他方、労働能力喪失期間を限定することに否定的な根拠としては以下のものが挙げられます。
①論理的には労働能力喪失期間は稼働可能年齢いっぱいにならないとおかしい
②医師の意見など医学的な裏付けもなく症状の改善が見込まれるとするのは不合理である
③障害によるハンディキャップの不利益はむしろ時間とともに大きくなるというのが実体験に合致する
④訓練や慣れといった被害者の負担・努力の成果を損害賠償額の減少という形で加害者に帰すべきいわれはない
兄弁:なるほど。
交通事故を含む不法行為制度には、「損害の公平な分担」という理念があります。
そうすると、④の意見などは非常に鋭い指摘ですね。
裁判例はどうですか。
弟弁:この赤本講演録では、全部で71件の裁判例が以下のように整理されていました。
まず、後遺障害等級12級に該当する事案は以下のようになります。
労働能力喪失期間 | 件数 |
10年以下に限定したもの | 14 |
10年以下に限定しなかったもの | 28 |
兄弁:大部分が就労可能年数までの喪失期間を認めていますね。
弟弁:続いて、後遺障害等級14級に該当する事案では以下のようでした。
労働能力喪失期間 | 件数 |
5年以下に限定したもの | 14 |
5年以下に限定しなかったもの | 15 |
5年以下に限定しなかったものでも、就労可能年数まで認めたものは半数程度で、若年被害者の事案は皆無のようです。
兄弁:たいへん興味深いレポートですね。裁判例はどう分析しますか。
弟弁:裁判所は、神経症状の場合、障害が永久に残存するものとはそれほど厳密に考えていないように思います。
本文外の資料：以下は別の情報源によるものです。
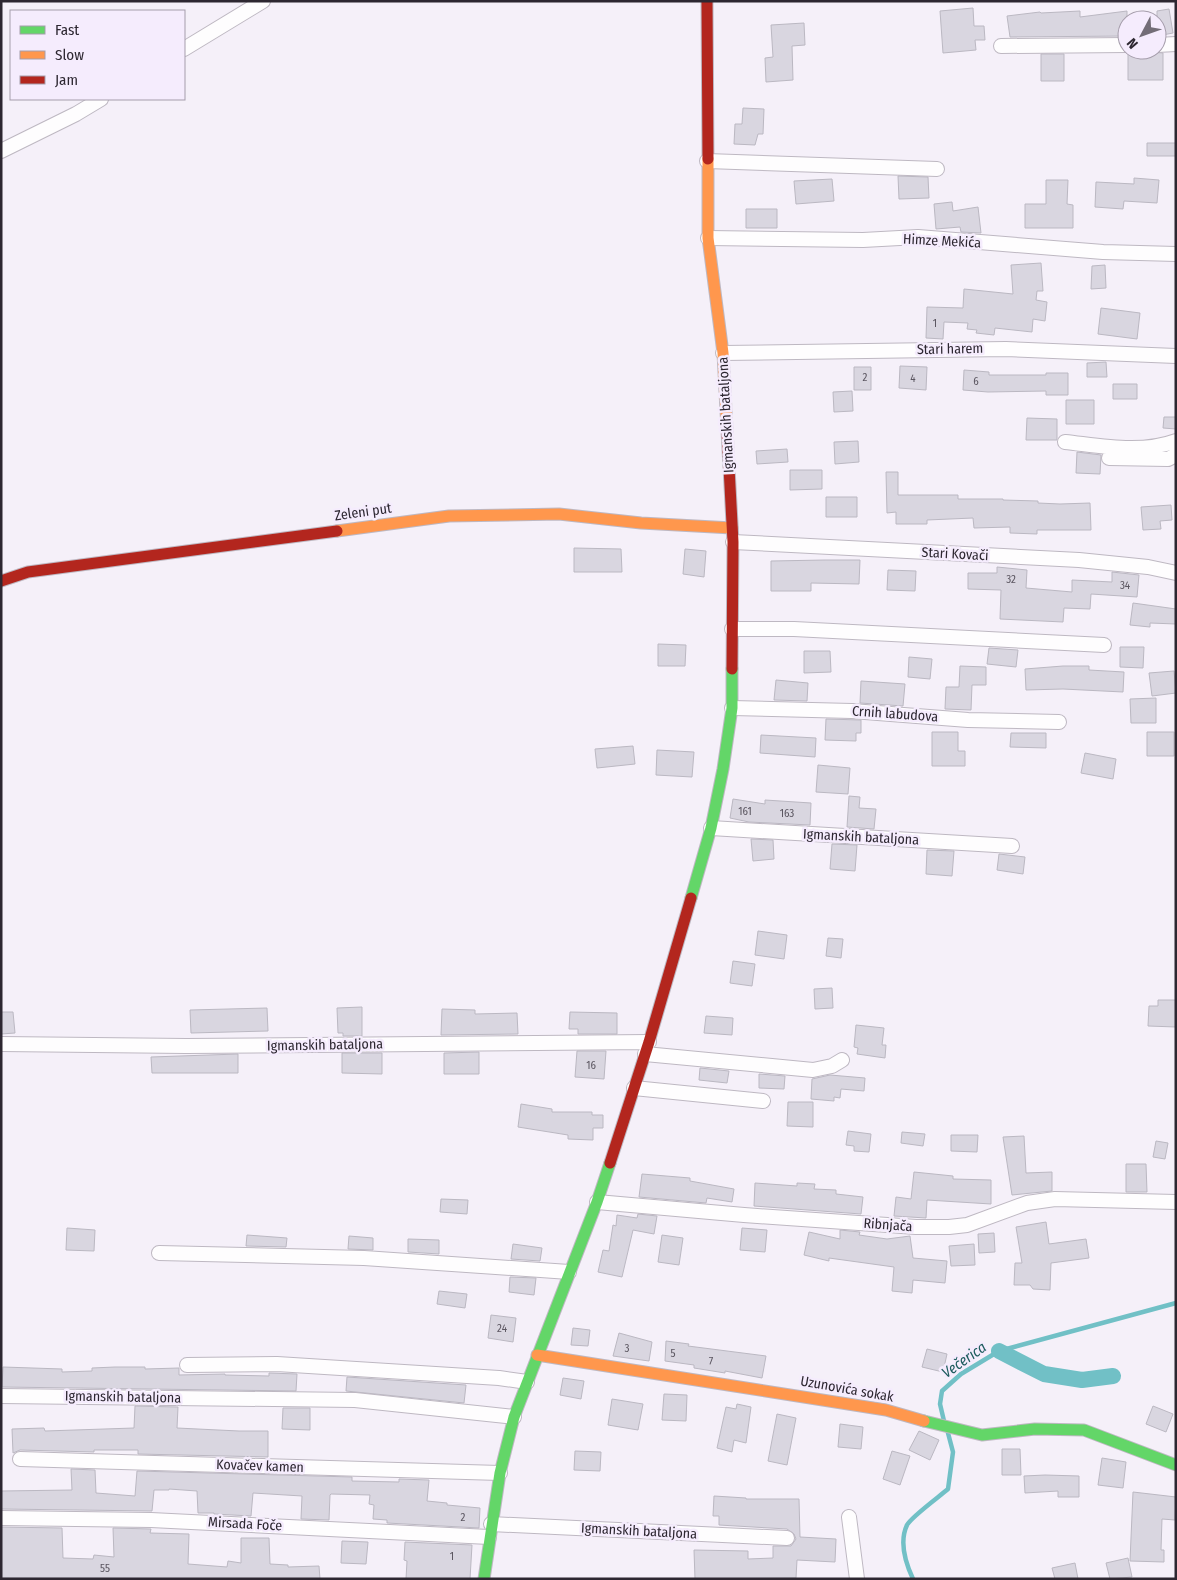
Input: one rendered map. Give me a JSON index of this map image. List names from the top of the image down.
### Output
{
  "streets": {
    "street": [
      "Himze Mekića",
      "Stari harem",
      "Igmanskih bataljona",
      "Zeleni put",
      "Stari Kovači",
      "Crnih labudova",
      "Ribnjača",
      "Uzunovića sokak",
      "Kovačev kamen",
      "Mirsada Foče"
    ]
  },
  "crossings": [
    ["Himze Mekića", "Igmanskih bataljona"],
    ["Stari harem", "Igmanskih bataljona"],
    ["Igmanskih bataljona", "Zeleni put"],
    ["Igmanskih bataljona", "Stari Kovači"],
    ["Igmanskih bataljona", "Crnih labudova"],
    ["Igmanskih bataljona", "Ribnjača"],
    ["Igmanskih bataljona", "Uzunovića sokak"],
    ["Igmanskih bataljona", "Kovačev kamen"],
    ["Igmanskih bataljona", "Mirsada Foče"]
  ],
  "water": ["Večerica"],
  "house_numbers": [
    "1",
    "2",
    "4",
    "6",
    "32",
    "34",
    "161",
    "163",
    "16",
    "24",
    "3",
    "5",
    "7",
    "2",
    "1",
    "55"
  ],
  "legend": ["Fast", "Slow", "Jam"],
  "north": "bottom left"
}
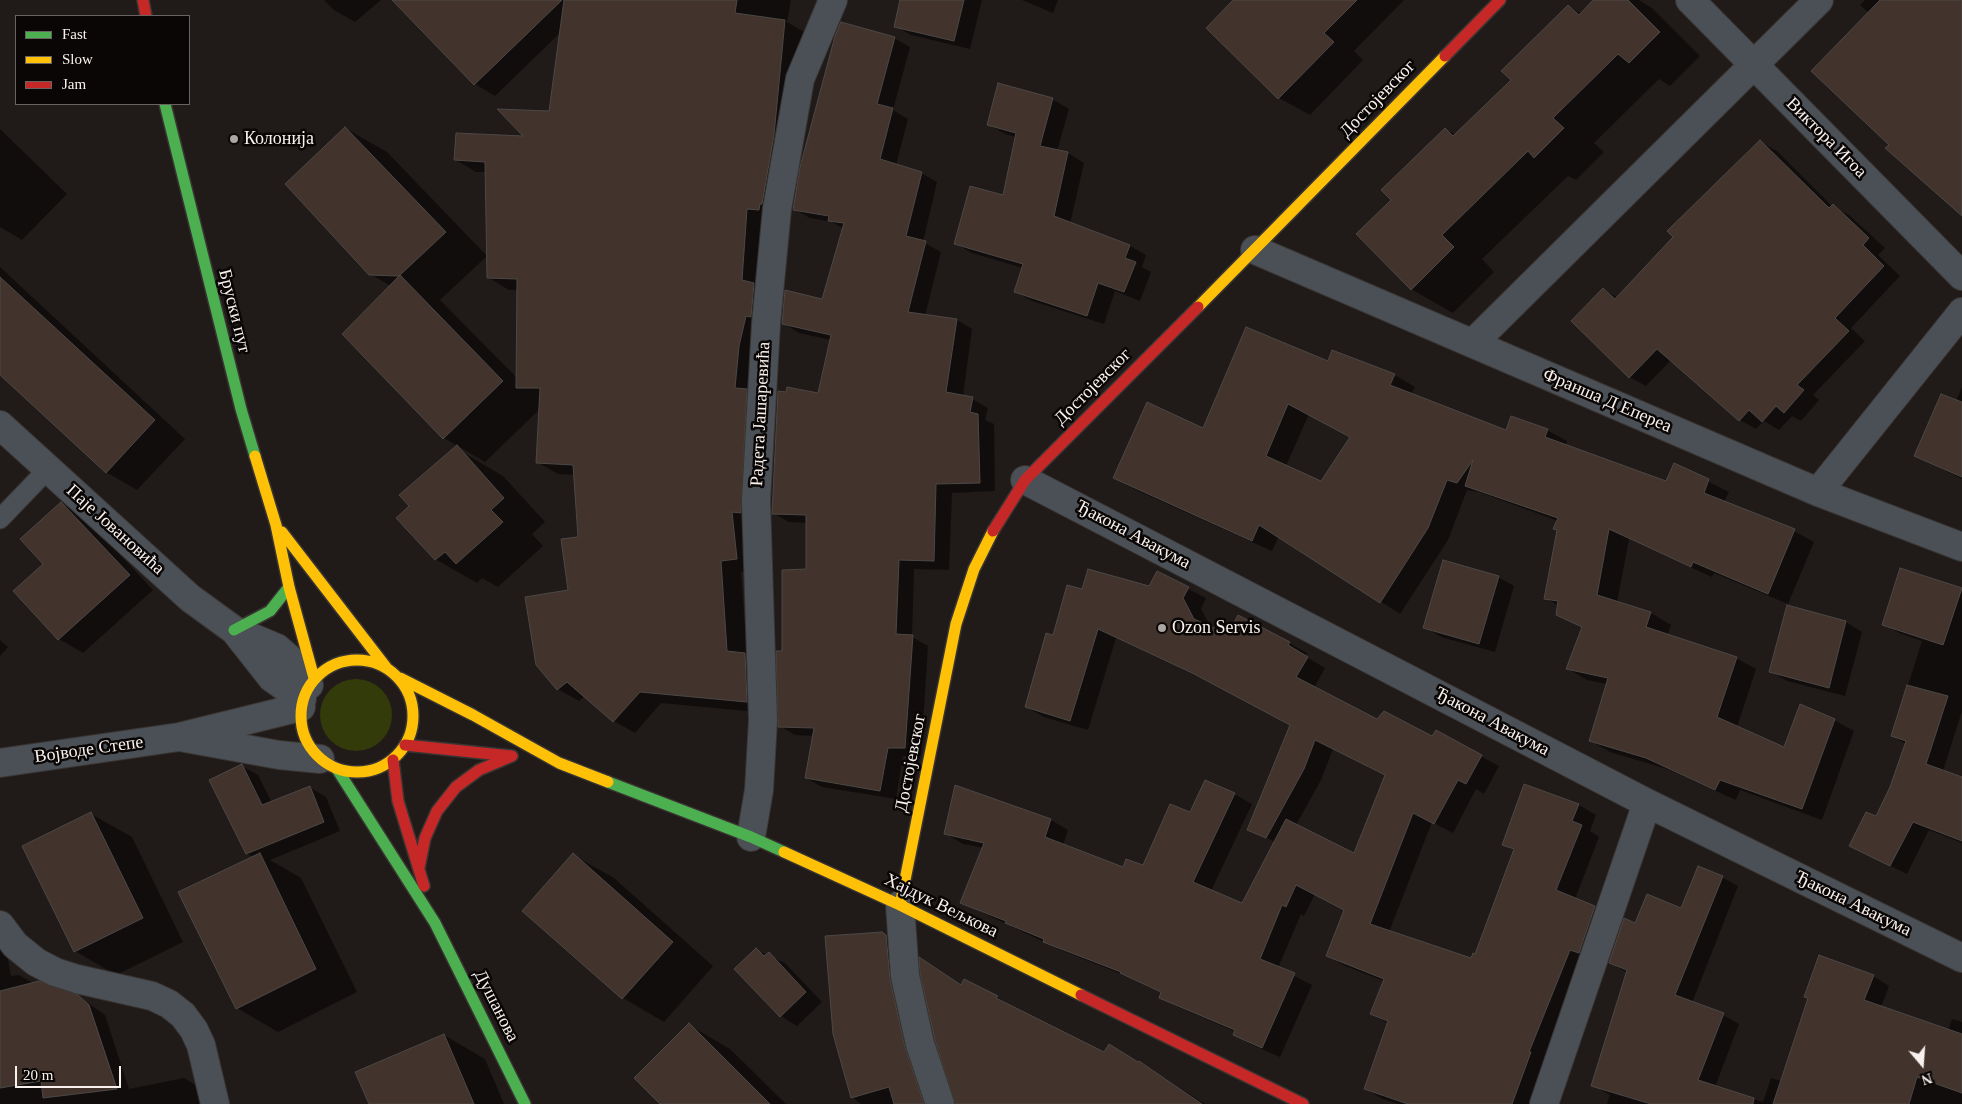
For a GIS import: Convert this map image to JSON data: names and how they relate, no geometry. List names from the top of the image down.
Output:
{
  "streets": {
    "street": [
      "Достојевског",
      "Виктора Игоа",
      "Бруски пут",
      "Франша Д Епереа",
      "Радета Јашаревића",
      "Паје Јовановића",
      "Ђакона Авакума",
      "Војводе Степе",
      "Хајдук Вељкова",
      "Душанова"
    ]
  },
  "crossings": [
    ["Достојевског", "Франша Д Епереа"],
    ["Достојевског", "Ђакона Авакума"],
    ["Достојевског", "Хајдук Вељкова"],
    ["Бруски пут", "Паје Јовановића"],
    ["Бруски пут", "Војводе Степе"],
    ["Бруски пут", "Душанова"],
    ["Радета Јашаревића", "Хајдук Вељкова"],
    ["Паје Јовановића", "Војводе Степе"],
    ["Паје Јовановића", "Душанова"],
    ["Војводе Степе", "Душанова"]
  ],
  "places": ["Колонија", "Ozon Servis"],
  "legend": ["Fast", "Slow", "Jam"],
  "scale_bar": "20 m",
  "north": "bottom"
}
むしろ軽度な神経症状については、そもそも永久残存性はないと考えているようです。
兄弁:そうすると、後遺障害については定義どおりではなく緩やかに捉えているのでしょうか。
弟弁:障害が永久に残存しないというのであれば、厳密には後遺障害には当たらないように思われます。
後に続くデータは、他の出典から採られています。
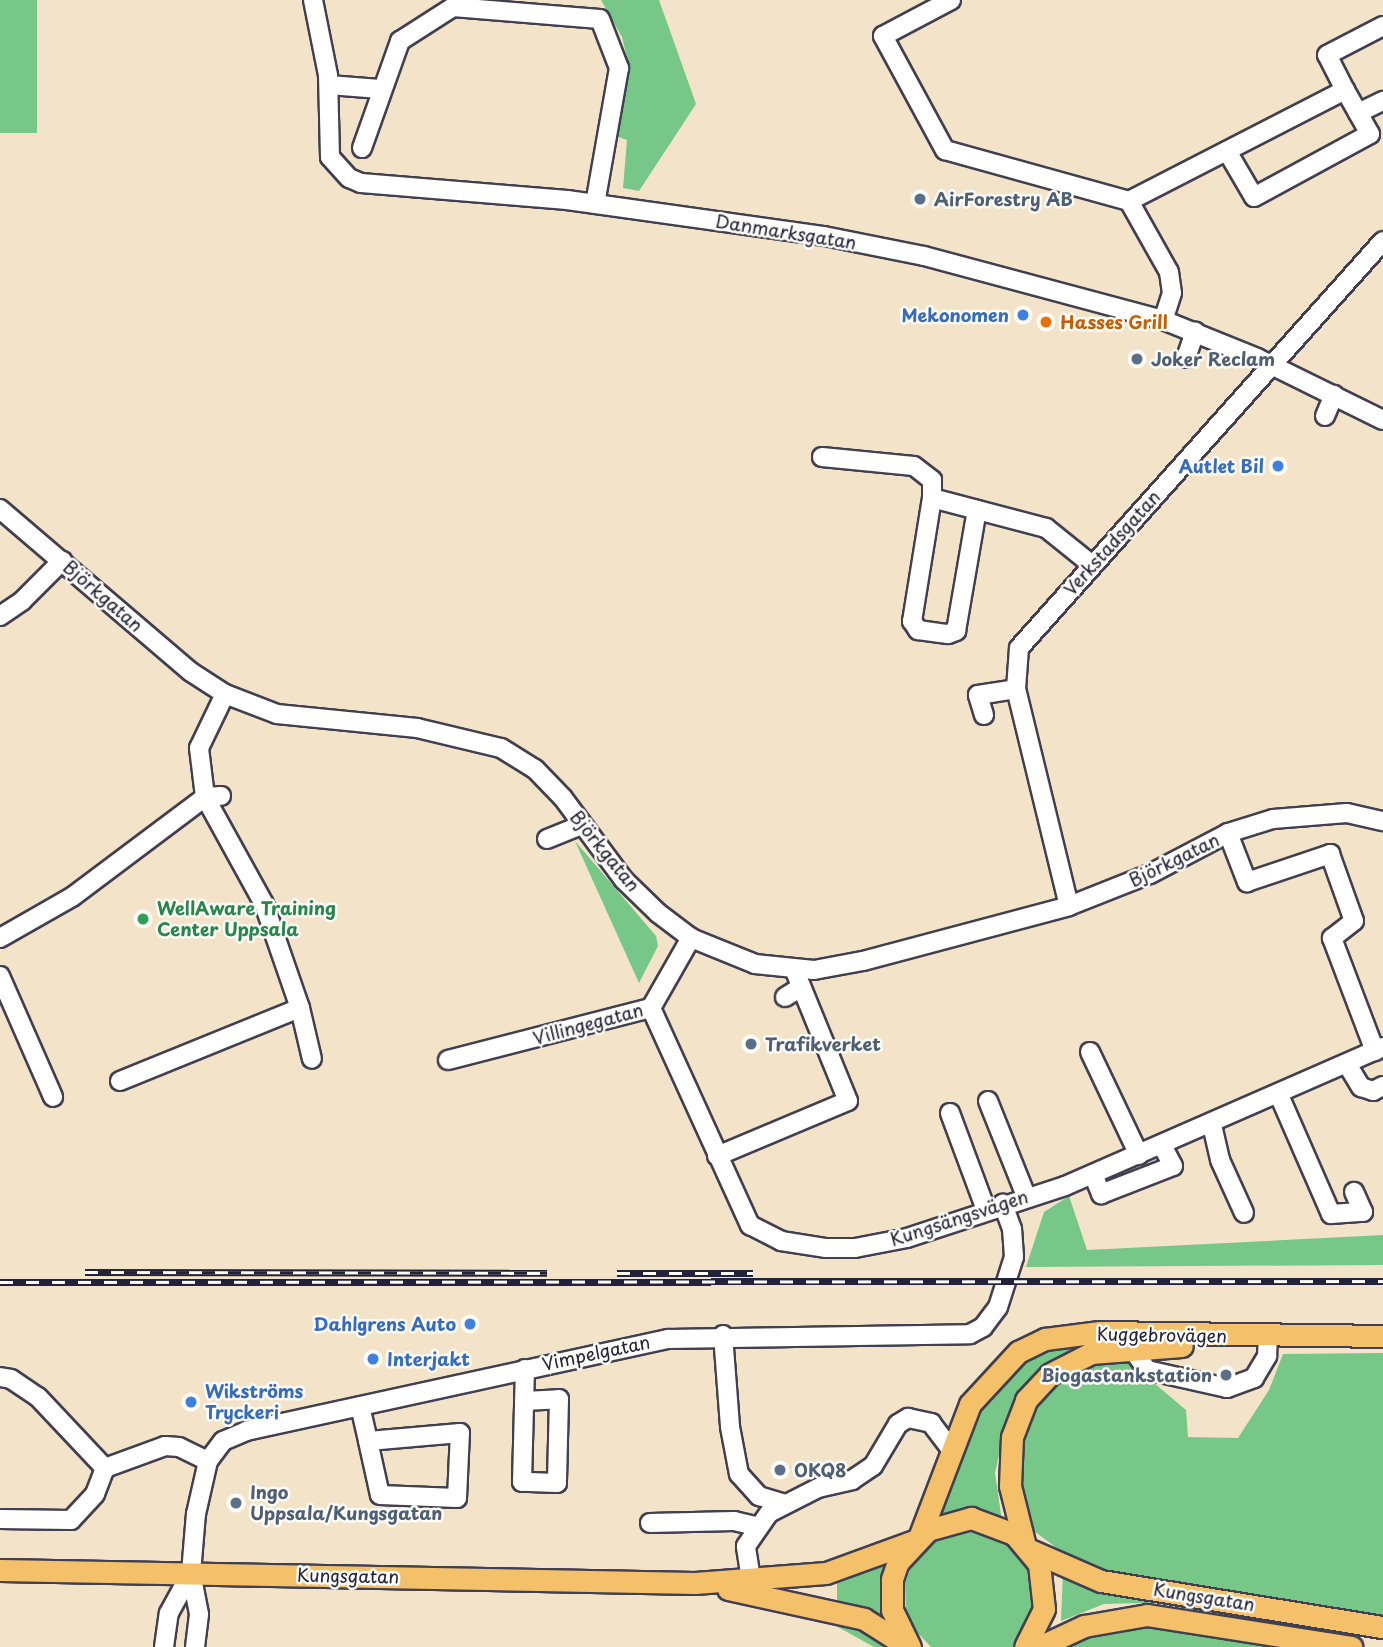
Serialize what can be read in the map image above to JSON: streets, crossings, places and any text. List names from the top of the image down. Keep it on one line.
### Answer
{"streets":{"main road":["Kuggebrovägen","Kungsgatan"],"street":["Danmarksgatan","Verkstadsgatan","Björkgatan","Villingegatan","Kungsängsvägen","Vimpelgatan"]},"crossings":[["Danmarksgatan","Verkstadsgatan"],["Verkstadsgatan","Björkgatan"],["Björkgatan","Villingegatan"],["Villingegatan","Kungsängsvägen"],["Kungsängsvägen","Vimpelgatan"],["Kuggebrovägen","Kungsgatan"]],"places":["AirForestry AB","Mekonomen","Hasses Grill","Joker Reclam","Autlet Bil","WellAware Training Center Uppsala","Trafikverket","Dahlgrens Auto","Interjakt","Biogastankstation","Wikströms Tryckeri","OKQ8","Ingo Uppsala/Kungsgatan"]}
ただ、そうした事案をすべて後遺障害には該当しないとしてしまうのではなく、障害が消滅するまで比較的長期間継続している「後遺症」であればひとまず「後遺障害」と認定したうえで、喪失期間で調整しているように考えられます。
兄弁:確かに、機能障害が永久に残存するかどうかを見極めるために5年や10年も経過を観察しなければならないとすれば、事件が相当長期化してしまいますね。
通院に伴う被害者の負担も小さくはありません。
それでは、労働能力喪失期間を5年ないし10年に限定するのが相当ではないという事案で、具体的な喪失期間としては、裁判例ではどの程度が認定されているのでしょうか。
弟弁:あくまで事案ごとの判断ですが、被害者が比較的高齢の場合は就労可能年数(67歳)まで認められる可能性が高いようです。
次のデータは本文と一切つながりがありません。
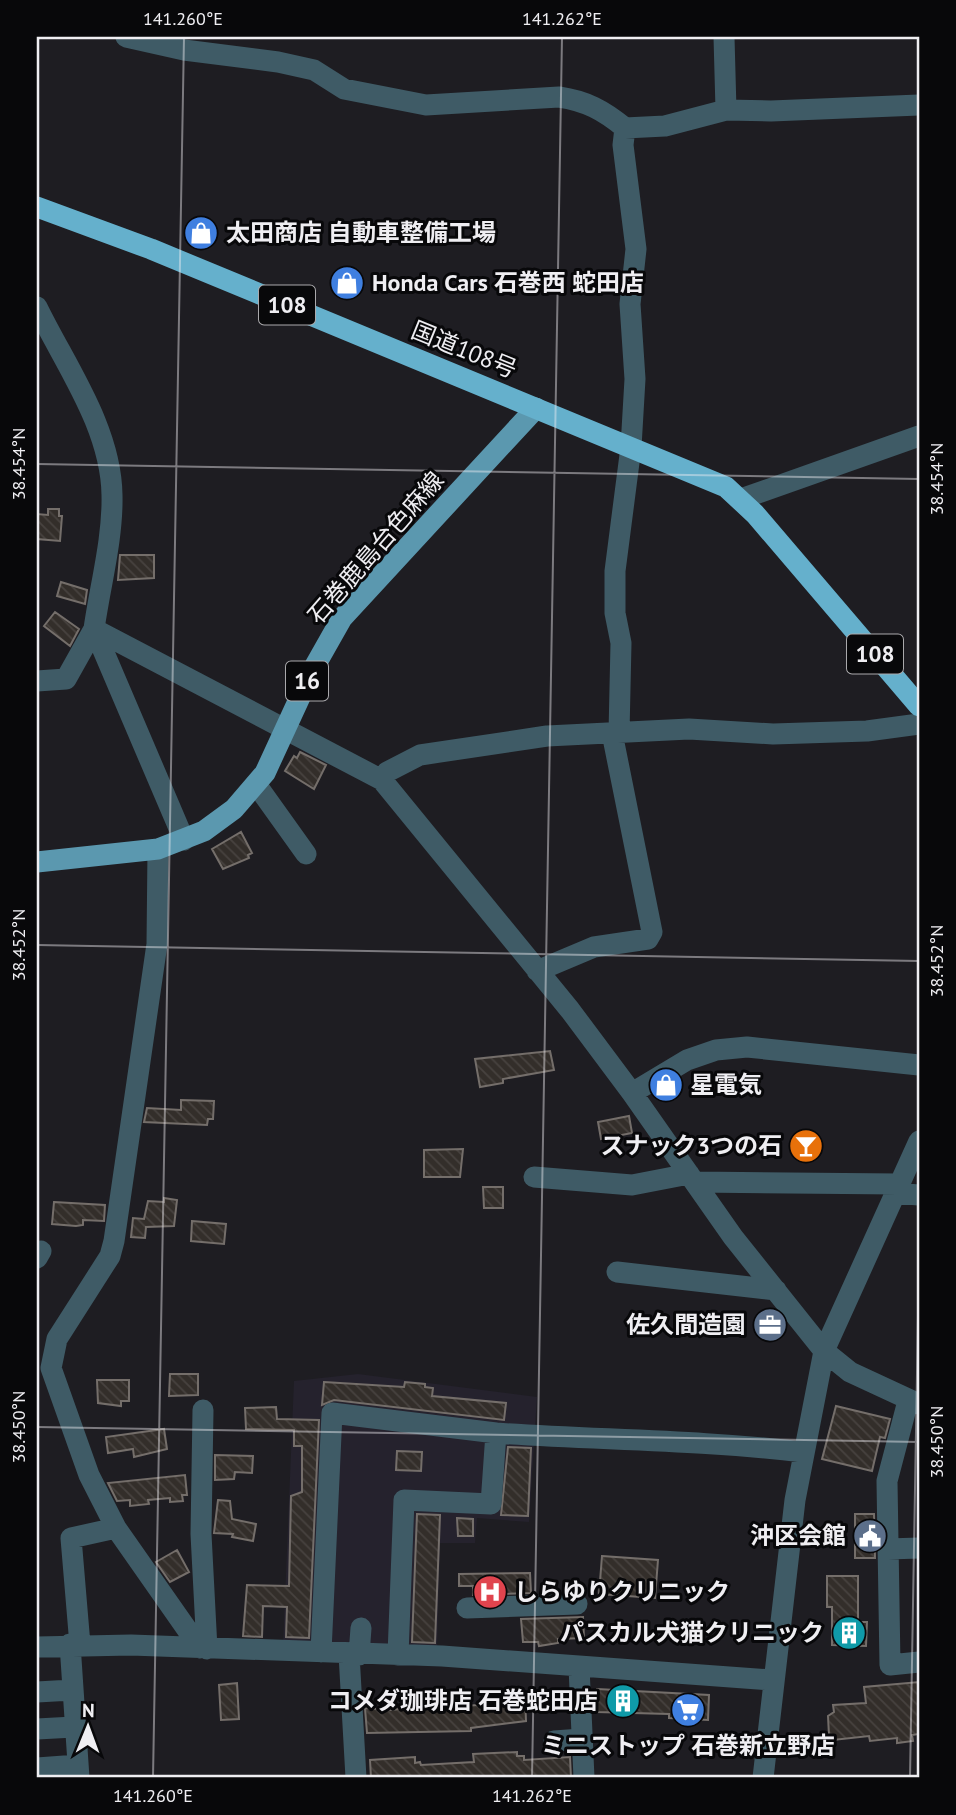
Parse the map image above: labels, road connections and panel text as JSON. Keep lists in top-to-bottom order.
{
  "streets": {
    "highway": ["108", "国道108号"],
    "main road": ["石巻鹿島台色麻線", "16"]
  },
  "crossings": [
    ["国道108号", "石巻鹿島台色麻線"]
  ],
  "places": {
    "shop": ["太田商店 自動車整備工場", "Honda Cars 石巻西 蛇田店", "星電気"],
    "bar": ["スナック3つの石"],
    "office": ["佐久間造園"],
    "public building": ["沖区会館"],
    "hospital": ["しらゆりクリニック"],
    "building": ["パスカル犬猫クリニック", "コメダ珈琲店 石巻蛇田店"],
    "supermarket": ["ミニストップ 石巻新立野店"]
  },
  "north": "top",
  "coordinates": [
    "141.260°E",
    "141.262°E",
    "38.454°N",
    "38.452°N",
    "38.450°N"
  ]
}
逆に、若年の被害者であればあるほど就労可能年数まで認定される可能性は低くなります。
兄弁:それは、若い人ほど努力や訓練で機能障害を克服しやすいし、転職の可能性も広がるという理由によるのでしょうか。
弟弁:そういうことだと思われます。
兄弁:ここまでは労働能力喪失期間の長短について検討して来ましたが、別の要素に着目している裁判例はありますか?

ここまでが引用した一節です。